*** EXTRACTED INFORMATION Section Begins ***

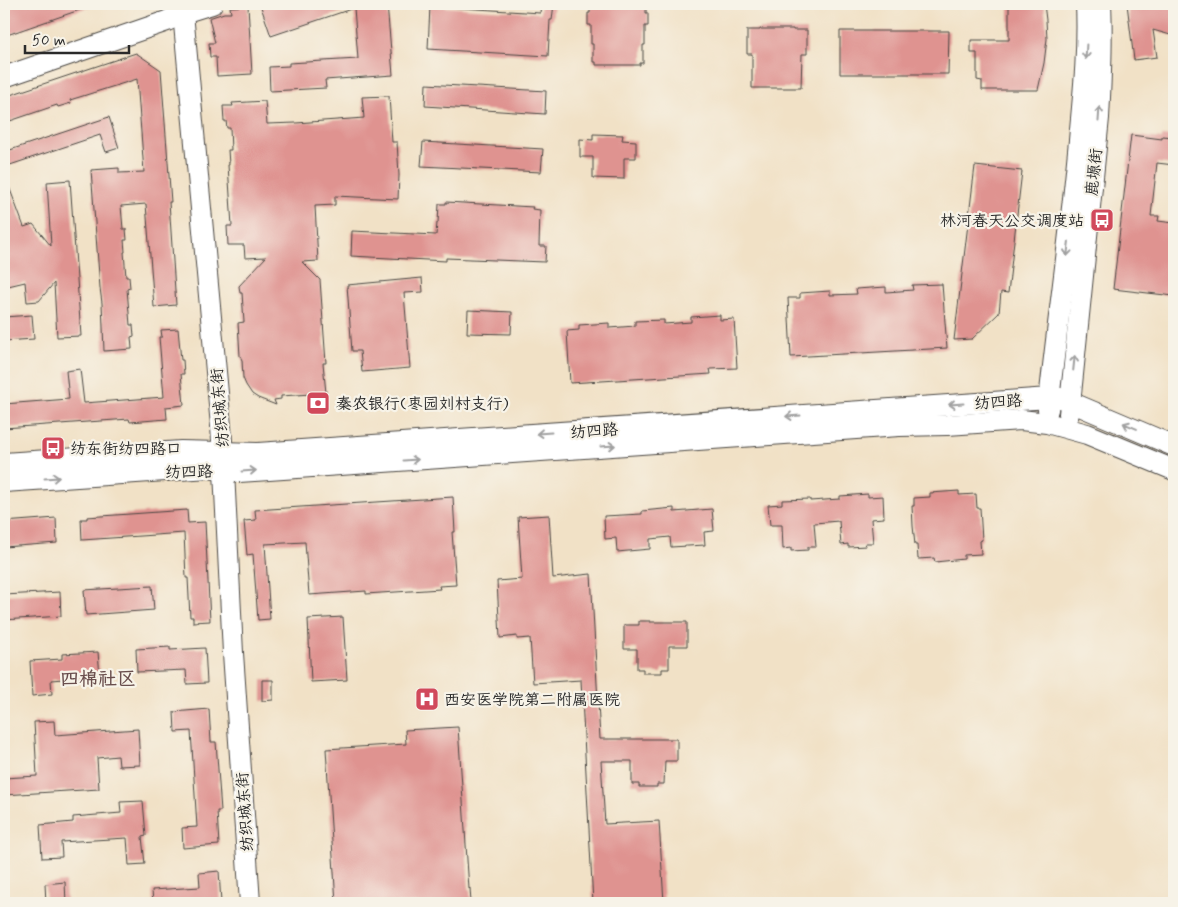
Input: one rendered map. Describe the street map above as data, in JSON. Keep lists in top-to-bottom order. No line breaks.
{"streets":{"street":["鹿塬街","纺四路","纺织城东街"]},"crossings":[["鹿塬街","纺四路"],["纺四路","纺织城东街"]],"districts":["四棉社区"],"places":{"bus stop":["林河春天公交调度站","纺东街纺四路口"],"bank":["秦农银行(枣园刘村支行)"],"hospital":["西安医学院第二附属医院"]},"scale_bar":"50 m"}
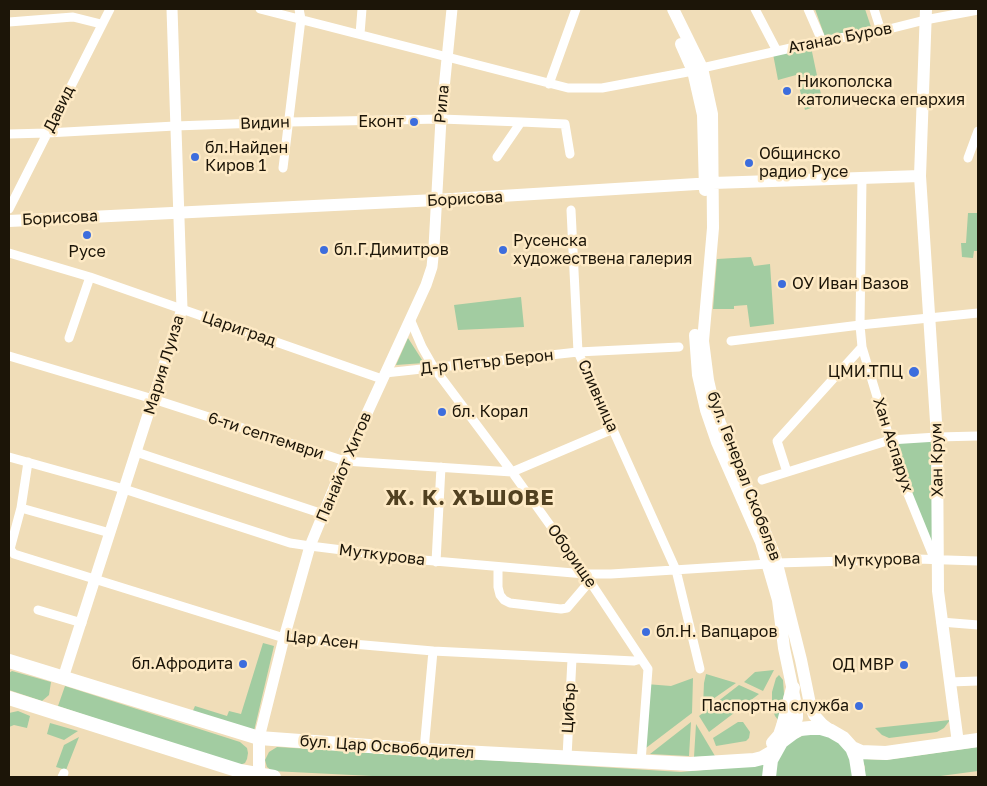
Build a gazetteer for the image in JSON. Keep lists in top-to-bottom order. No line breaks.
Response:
{"streets":{"main road":["Борисова","Хан Крум","бул. Генерал Скобелев","бул. Цар Освободител"],"street":["Атанас Буров","Рила","Давид","Видин","Цариград","Д-р Петър Берон","Мария Луиза","Сливница","6-ти септември","Хан Аспарух","Панайот Хитов","Муткурова","Оборище","Цар Асен","Цибър"]},"crossings":[["Атанас Буров","Рила"],["Атанас Буров","Хан Крум"],["Атанас Буров","бул. Генерал Скобелев"],["Рила","Видин"],["Рила","Борисова"],["Рила","Панайот Хитов"],["Давид","Видин"],["Видин","Мария Луиза"],["Борисова","Мария Луиза"],["Борисова","Хан Аспарух"],["Борисова","Хан Крум"],["Борисова","Панайот Хитов"],["Борисова","бул. Генерал Скобелев"],["Цариград","Д-р Петър Берон"],["Цариград","Мария Луиза"],["Цариград","Панайот Хитов"],["Д-р Петър Берон","Сливница"],["Д-р Петър Берон","Панайот Хитов"],["Д-р Петър Берон","Оборище"],["Мария Луиза","6-ти септември"],["Мария Луиза","Муткурова"],["Мария Луиза","Цар Асен"],["Мария Луиза","бул. Цар Освободител"],["Сливница","6-ти септември"],["Сливница","Муткурова"],["6-ти септември","Панайот Хитов"],["6-ти септември","Оборище"],["Хан Аспарух","Хан Крум"],["Хан Аспарух","Муткурова"],["Хан Крум","Муткурова"],["Панайот Хитов","Муткурова"],["Панайот Хитов","Оборище"],["Панайот Хитов","Цар Асен"],["Панайот Хитов","бул. Цар Освободител"],["бул. Генерал Скобелев","Муткурова"],["бул. Генерал Скобелев","бул. Цар Освободител"],["Муткурова","Оборище"],["Оборище","Цар Асен"],["Оборище","бул. Цар Освободител"],["Цар Асен","Цибър"],["Цибър","бул. Цар Освободител"]],"districts":["Ж. К. ХЪШОВЕ"],"places":["Никополска католическа епархия","Еконт","бл.Найден Киров 1","Общинско радио Русе","Русе","бл.Г.Димитров","Русенска художествена галерия","ОУ Иван Вазов","ЦМИ.ТПЦ","бл. Корал","бл.Н. Вапцаров","бл.Афродита","ОД МВР","Паспортна служба"]}
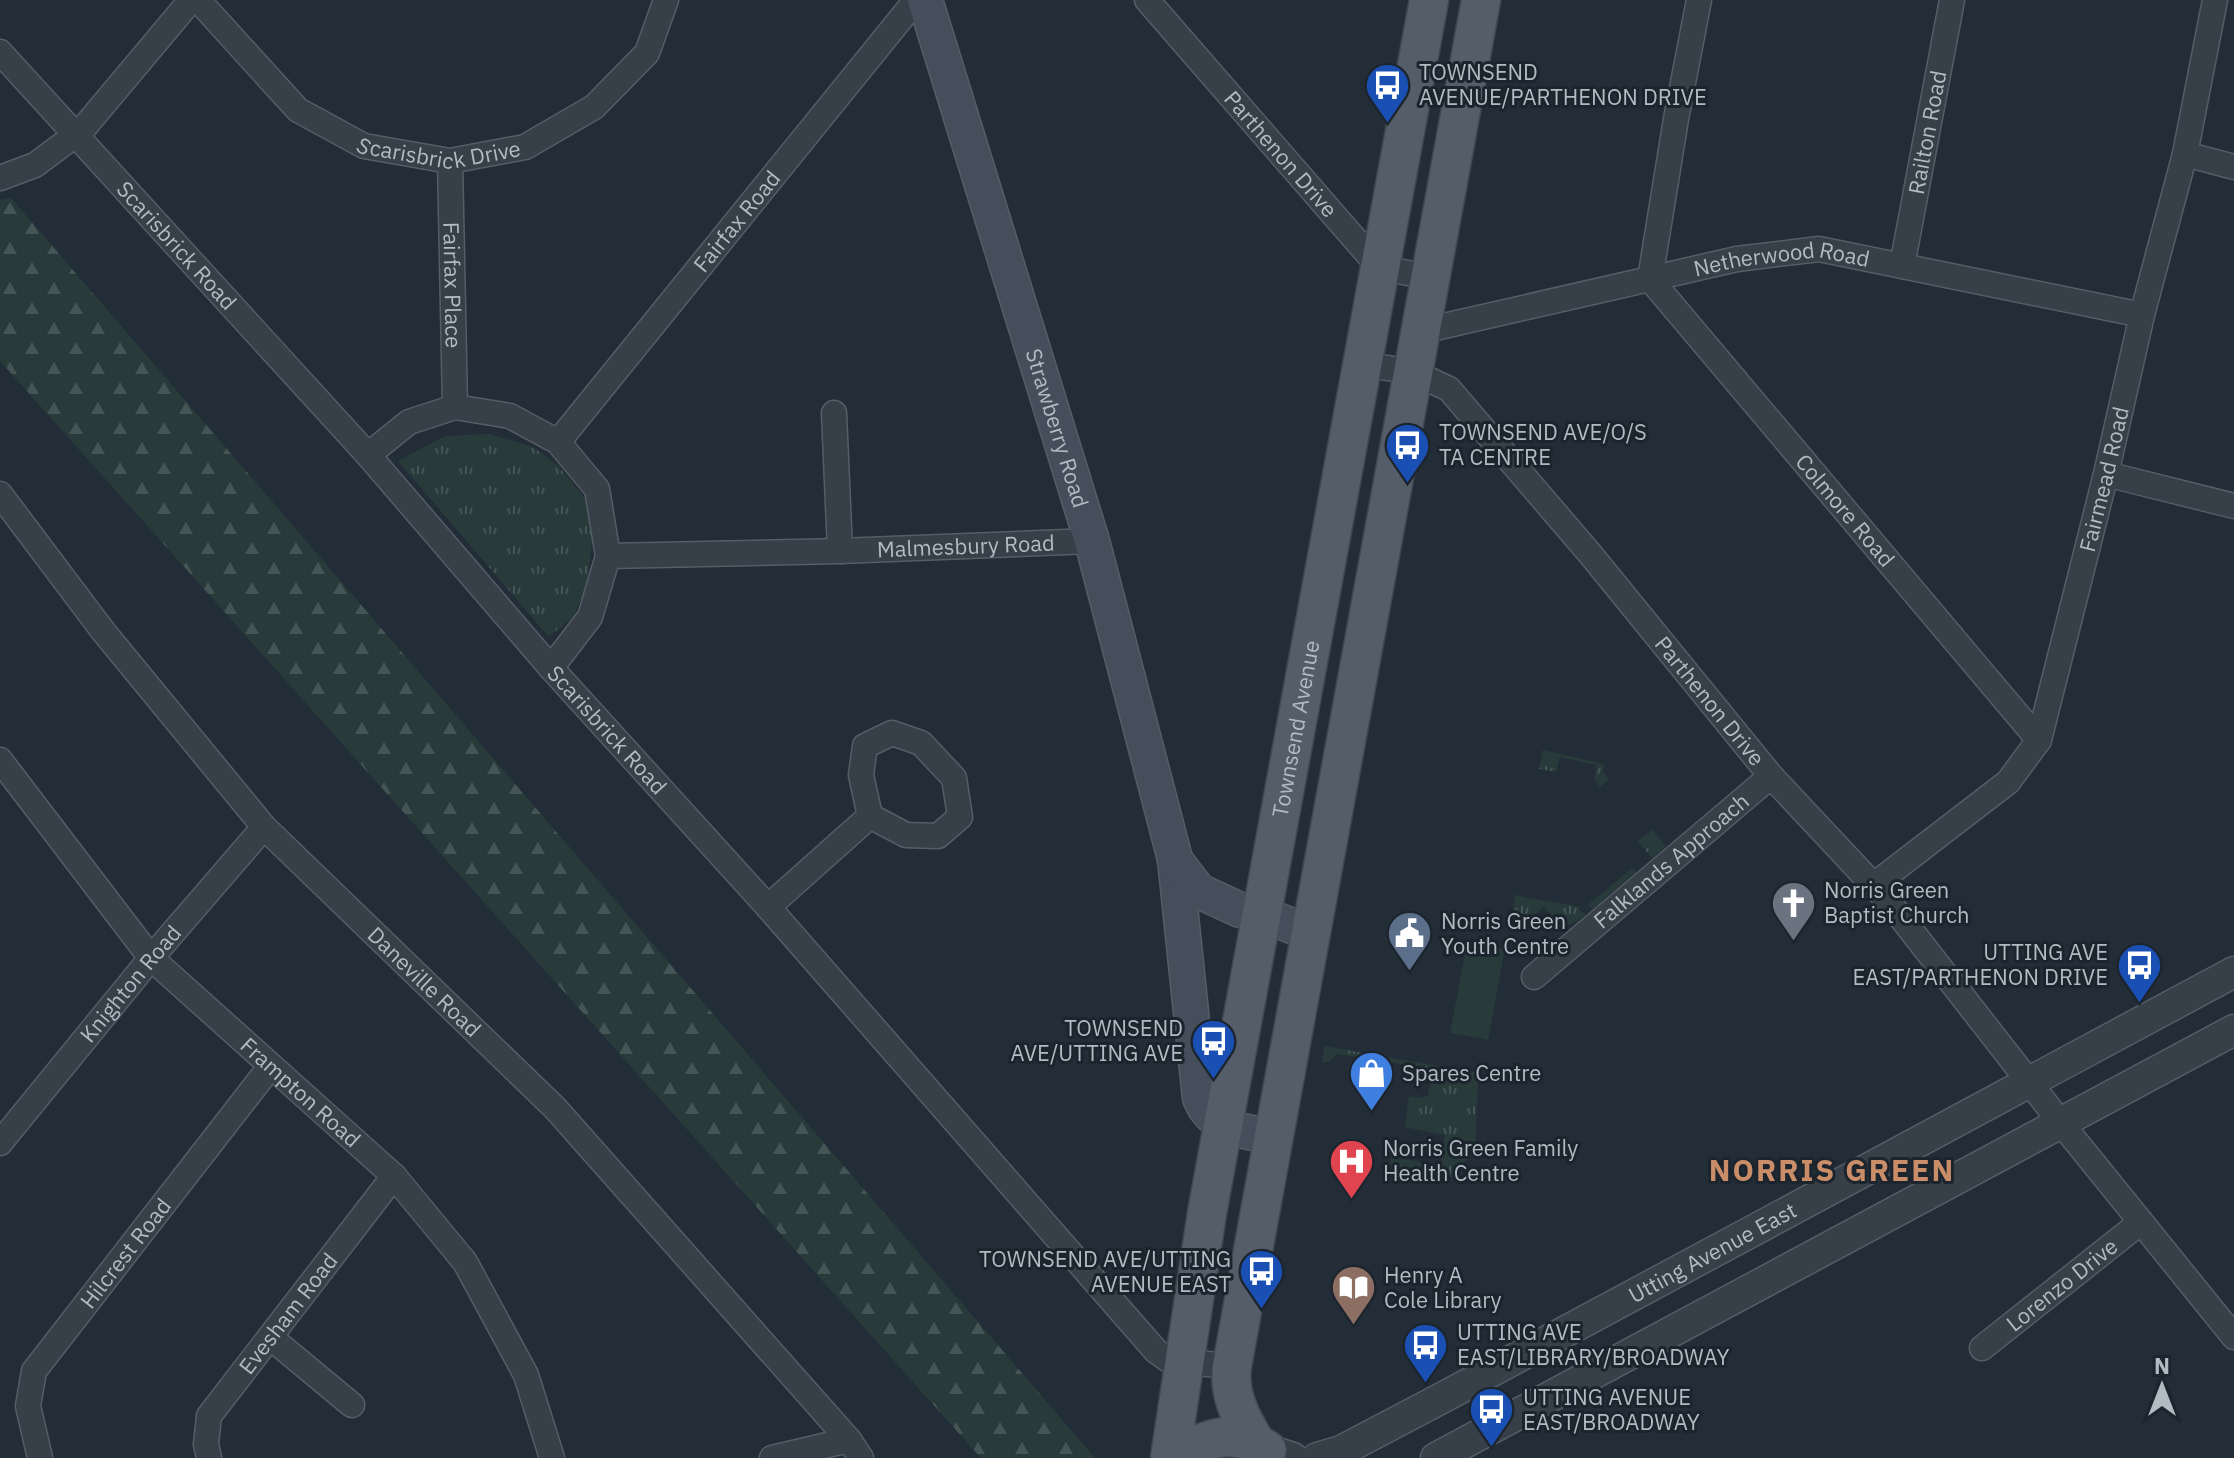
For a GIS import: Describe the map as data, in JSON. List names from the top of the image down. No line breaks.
{"streets":{"main road":["Strawberry Road","Townsend Avenue"],"street":["Railton Road","Scarisbrick Drive","Parthenon Drive","Fairfax Road","Scarisbrick Road","Netherwood Road","Fairfax Place","Fairmead Road","Colmore Road","Malmesbury Road","Falklands Approach","Daneville Road","Knighton Road","Frampton Road","Utting Avenue East","Hilcrest Road","Lorenzo Drive","Evesham Road"]},"crossings":[["Railton Road","Netherwood Road"],["Scarisbrick Drive","Fairfax Place"],["Parthenon Drive","Fairmead Road"],["Parthenon Drive","Townsend Avenue"],["Parthenon Drive","Falklands Approach"],["Parthenon Drive","Utting Avenue East"],["Scarisbrick Road","Townsend Avenue"],["Netherwood Road","Fairmead Road"],["Netherwood Road","Colmore Road"],["Strawberry Road","Malmesbury Road"],["Strawberry Road","Townsend Avenue"],["Fairmead Road","Colmore Road"],["Daneville Road","Knighton Road"],["Knighton Road","Frampton Road"],["Frampton Road","Hilcrest Road"],["Frampton Road","Evesham Road"]],"districts":["NORRIS GREEN"],"places":{"bus stop":["TOWNSEND AVENUE/PARTHENON DRIVE","TOWNSEND AVE/O/S TA CENTRE","UTTING AVE EAST/PARTHENON DRIVE","TOWNSEND AVE/UTTING AVE","TOWNSEND AVE/UTTING AVENUE EAST","UTTING AVE EAST/LIBRARY/BROADWAY","UTTING AVENUE EAST/BROADWAY"],"church":["Norris Green Baptist Church"],"public building":["Norris Green Youth Centre"],"shop":["Spares Centre"],"hospital":["Norris Green Family Health Centre"],"library":["Henry A Cole Library"]},"north":"top"}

*** EXTRACTED INFORMATION Section Ends ***

## EXERCISE
Copy each line of the records precisely and drop any images they hold.

## ANSWER
Input: one rendered map. Describe the street map above as data, in JSON. Keep lists in top-to-bottom order. No line breaks.
{"streets":{"street":["鹿塬街","纺四路","纺织城东街"]},"crossings":[["鹿塬街","纺四路"],["纺四路","纺织城东街"]],"districts":["四棉社区"],"places":{"bus stop":["林河春天公交调度站","纺东街纺四路口"],"bank":["秦农银行(枣园刘村支行)"],"hospital":["西安医学院第二附属医院"]},"scale_bar":"50 m"}
Build a gazetteer for the image in JSON. Keep lists in top-to-bottom order. No line breaks.
Response:
{"streets":{"main road":["Борисова","Хан Крум","бул. Генерал Скобелев","бул. Цар Освободител"],"street":["Атанас Буров","Рила","Давид","Видин","Цариград","Д-р Петър Берон","Мария Луиза","Сливница","6-ти септември","Хан Аспарух","Панайот Хитов","Муткурова","Оборище","Цар Асен","Цибър"]},"crossings":[["Атанас Буров","Рила"],["Атанас Буров","Хан Крум"],["Атанас Буров","бул. Генерал Скобелев"],["Рила","Видин"],["Рила","Борисова"],["Рила","Панайот Хитов"],["Давид","Видин"],["Видин","Мария Луиза"],["Борисова","Мария Луиза"],["Борисова","Хан Аспарух"],["Борисова","Хан Крум"],["Борисова","Панайот Хитов"],["Борисова","бул. Генерал Скобелев"],["Цариград","Д-р Петър Берон"],["Цариград","Мария Луиза"],["Цариград","Панайот Хитов"],["Д-р Петър Берон","Сливница"],["Д-р Петър Берон","Панайот Хитов"],["Д-р Петър Берон","Оборище"],["Мария Луиза","6-ти септември"],["Мария Луиза","Муткурова"],["Мария Луиза","Цар Асен"],["Мария Луиза","бул. Цар Освободител"],["Сливница","6-ти септември"],["Сливница","Муткурова"],["6-ти септември","Панайот Хитов"],["6-ти септември","Оборище"],["Хан Аспарух","Хан Крум"],["Хан Аспарух","Муткурова"],["Хан Крум","Муткурова"],["Панайот Хитов","Муткурова"],["Панайот Хитов","Оборище"],["Панайот Хитов","Цар Асен"],["Панайот Хитов","бул. Цар Освободител"],["бул. Генерал Скобелев","Муткурова"],["бул. Генерал Скобелев","бул. Цар Освободител"],["Муткурова","Оборище"],["Оборище","Цар Асен"],["Оборище","бул. Цар Освободител"],["Цар Асен","Цибър"],["Цибър","бул. Цар Освободител"]],"districts":["Ж. К. ХЪШОВЕ"],"places":["Никополска католическа епархия","Еконт","бл.Найден Киров 1","Общинско радио Русе","Русе","бл.Г.Димитров","Русенска художествена галерия","ОУ Иван Вазов","ЦМИ.ТПЦ","бл. Корал","бл.Н. Вапцаров","бл.Афродита","ОД МВР","Паспортна служба"]}
For a GIS import: Describe the map as data, in JSON. List names from the top of the image down. No line breaks.
{"streets":{"main road":["Strawberry Road","Townsend Avenue"],"street":["Railton Road","Scarisbrick Drive","Parthenon Drive","Fairfax Road","Scarisbrick Road","Netherwood Road","Fairfax Place","Fairmead Road","Colmore Road","Malmesbury Road","Falklands Approach","Daneville Road","Knighton Road","Frampton Road","Utting Avenue East","Hilcrest Road","Lorenzo Drive","Evesham Road"]},"crossings":[["Railton Road","Netherwood Road"],["Scarisbrick Drive","Fairfax Place"],["Parthenon Drive","Fairmead Road"],["Parthenon Drive","Townsend Avenue"],["Parthenon Drive","Falklands Approach"],["Parthenon Drive","Utting Avenue East"],["Scarisbrick Road","Townsend Avenue"],["Netherwood Road","Fairmead Road"],["Netherwood Road","Colmore Road"],["Strawberry Road","Malmesbury Road"],["Strawberry Road","Townsend Avenue"],["Fairmead Road","Colmore Road"],["Daneville Road","Knighton Road"],["Knighton Road","Frampton Road"],["Frampton Road","Hilcrest Road"],["Frampton Road","Evesham Road"]],"districts":["NORRIS GREEN"],"places":{"bus stop":["TOWNSEND AVENUE/PARTHENON DRIVE","TOWNSEND AVE/O/S TA CENTRE","UTTING AVE EAST/PARTHENON DRIVE","TOWNSEND AVE/UTTING AVE","TOWNSEND AVE/UTTING AVENUE EAST","UTTING AVE EAST/LIBRARY/BROADWAY","UTTING AVENUE EAST/BROADWAY"],"church":["Norris Green Baptist Church"],"public building":["Norris Green Youth Centre"],"shop":["Spares Centre"],"hospital":["Norris Green Family Health Centre"],"library":["Henry A Cole Library"]},"north":"top"}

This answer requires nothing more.